Open Source/Free Software includes a number of tribes. There are the FSF true believers, epitomized by RMS, who hold that software should be free on philosophical/ideological grounds. Even if one could adduce facts showing that Free Software was less optimal than closed source, these folks would be unmoved; it’s a matter of morality.
Then there are folks like Cory Doctorow and ESR who still insist on using strictly Open Software but do so on (mostly) pragmatic grounds. Members of this tribe seek to avoid lock-in or loss of data. It’s easy to see why someone like Doctorow would fear having his data locked in some proprietary format that could become unsupported at the whim of some software company.
There’s also the tribe that is willing to use a proprietary program or OS, when necessary, as long as it doesn’t involve their data. As a Mac user, I fall into this group. Even though I prefer open source, I’m perfectly happy to enjoy the benefits that OS X brings me but I would never use Word, or Pages (the Mac answer to Word), or Numbers (the Mac spreadsheet). Instead all my data is held as plain text (even, thanks to Org Mode, spreadsheet type data). If OS X were to die tomorrow, my data would be just as useful and accessible on Linux or even Windows.

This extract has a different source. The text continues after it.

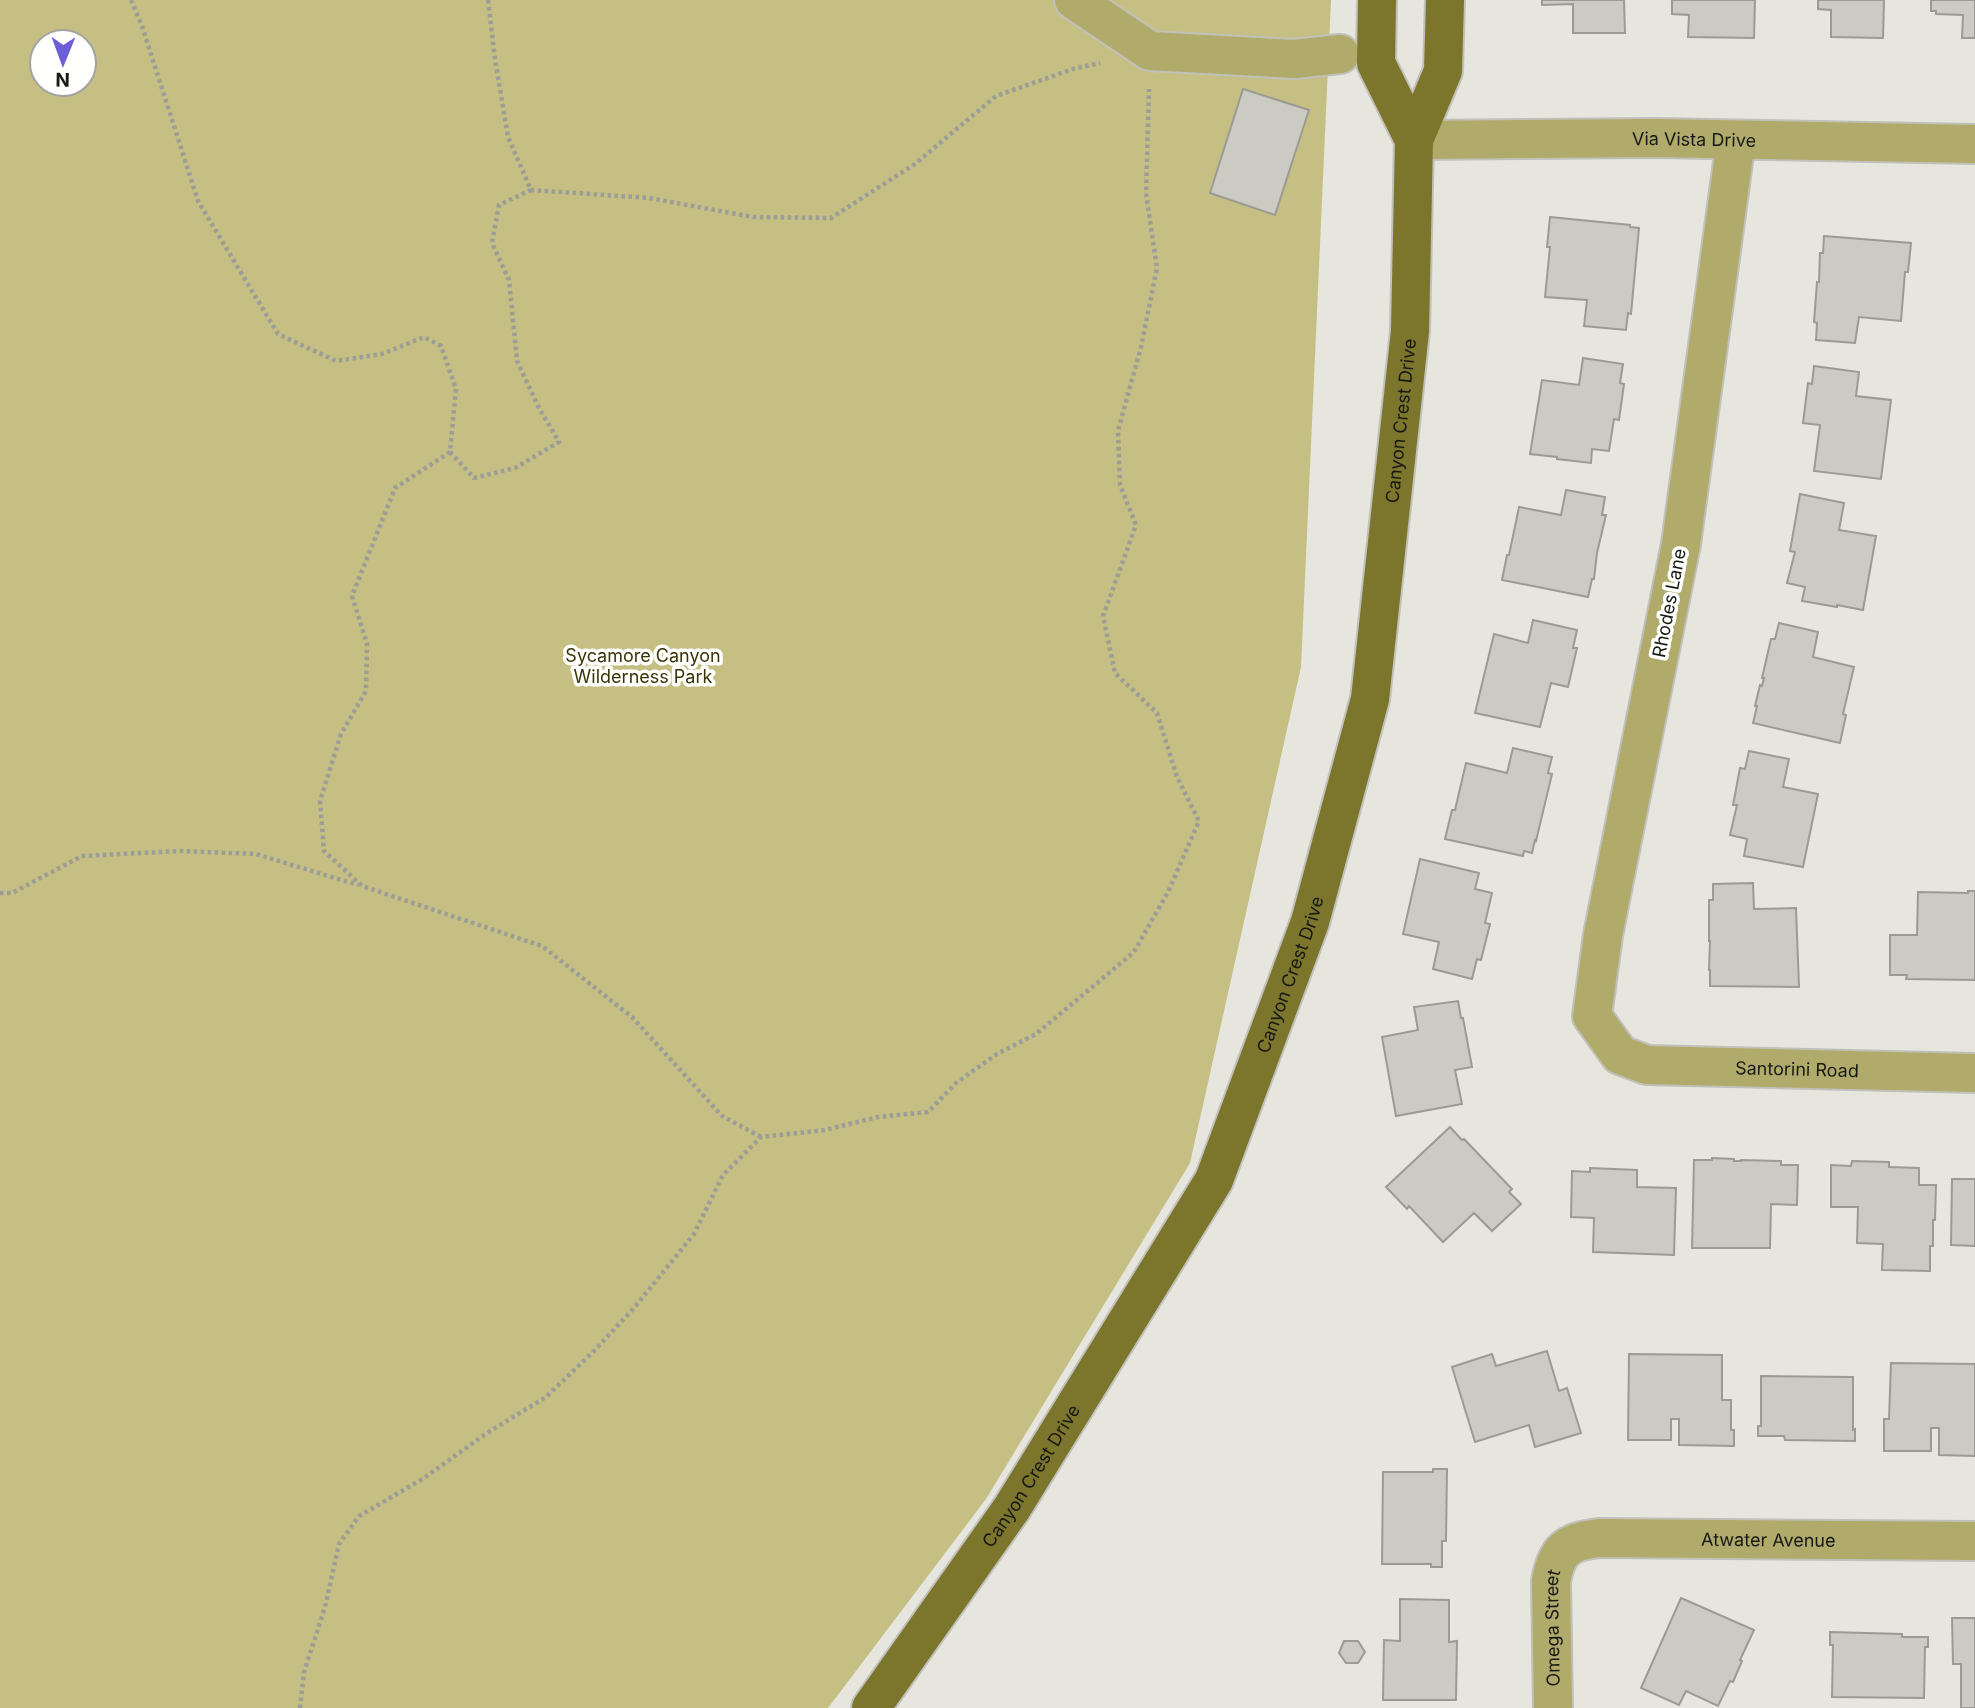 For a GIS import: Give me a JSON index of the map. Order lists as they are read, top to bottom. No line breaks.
{"streets":{"main road":["Canyon Crest Drive"],"street":["Via Vista Drive","Rhodes Lane","Santorini Road","Atwater Avenue","Omega Street"]},"crossings":[["Via Vista Drive","Canyon Crest Drive"],["Via Vista Drive","Rhodes Lane"],["Rhodes Lane","Santorini Road"],["Atwater Avenue","Omega Street"]],"parks":["Sycamore Canyon Wilderness Park"],"north":"bottom"}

The key here is that you must never commit any data you care about to anything but plain text. If someone or something requires, say, word documents, you write and maintain it in Org- or Markdown-mode and export it to word as Mark Szepieniec and Christophe-Marie Duquesne outlined for résumés. Most of us know and practice all this no matter which tribe we adhere to.
It turns out, though, that it’s a bit more complicated. Jonathan Zdziarski has an interesting post on digital forensics and the threat that closed source poses to it. Most law enforcement agencies use closed source programs to extract data from phones or computers and for other forensic tasks. One problem is that the user has no way of knowing what the programs are doing or how they’re massaging the data. This can present legal problems when, for example, the defense insists on auditing the program that produced the data. In the case of breathalyzers, which are also mostly closed source, this has already resulted in DUI dismissals.
It gets worse though. Zdziarski reports that the results these forensic programs produce are often flat out wrong—even made up in some cases. That’s an obvious problem no matter which side of law enforcement you’re on. If you’re the defendant, you might get wrongly convicted. If you’re with law enforcement, guilty parties may be erroneously cleared.
Closed source isn’t the only problem that Zdziarski describes but it is a large one. We will certainly see cases involving forensics depending on these programs challenged and dismissed. In the mean time, those of us who support open source get to feel smug. Just don’t find yourself on the wrong end of a digital forensics investigation.